■ **Source material**

####

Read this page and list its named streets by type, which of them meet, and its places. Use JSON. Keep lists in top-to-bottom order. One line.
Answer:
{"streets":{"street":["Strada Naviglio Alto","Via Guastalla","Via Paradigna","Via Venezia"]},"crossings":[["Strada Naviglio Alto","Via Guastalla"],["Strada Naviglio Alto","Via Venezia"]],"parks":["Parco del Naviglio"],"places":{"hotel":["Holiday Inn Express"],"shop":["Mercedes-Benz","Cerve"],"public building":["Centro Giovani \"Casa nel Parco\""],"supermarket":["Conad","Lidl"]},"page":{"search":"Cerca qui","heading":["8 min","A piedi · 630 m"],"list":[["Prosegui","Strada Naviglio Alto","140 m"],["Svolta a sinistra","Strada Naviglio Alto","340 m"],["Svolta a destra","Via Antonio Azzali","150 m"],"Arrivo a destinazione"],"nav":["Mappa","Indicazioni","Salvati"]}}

####

Reproduce the listing above verbatim.

Read this page and list its named streets by type, which of them meet, and its places. Use JSON. Keep lists in top-to-bottom order. One line.
Answer:
{"streets":{"street":["Strada Naviglio Alto","Via Guastalla","Via Paradigna","Via Venezia"]},"crossings":[["Strada Naviglio Alto","Via Guastalla"],["Strada Naviglio Alto","Via Venezia"]],"parks":["Parco del Naviglio"],"places":{"hotel":["Holiday Inn Express"],"shop":["Mercedes-Benz","Cerve"],"public building":["Centro Giovani \"Casa nel Parco\""],"supermarket":["Conad","Lidl"]},"page":{"search":"Cerca qui","heading":["8 min","A piedi · 630 m"],"list":[["Prosegui","Strada Naviglio Alto","140 m"],["Svolta a sinistra","Strada Naviglio Alto","340 m"],["Svolta a destra","Via Antonio Azzali","150 m"],"Arrivo a destinazione"],"nav":["Mappa","Indicazioni","Salvati"]}}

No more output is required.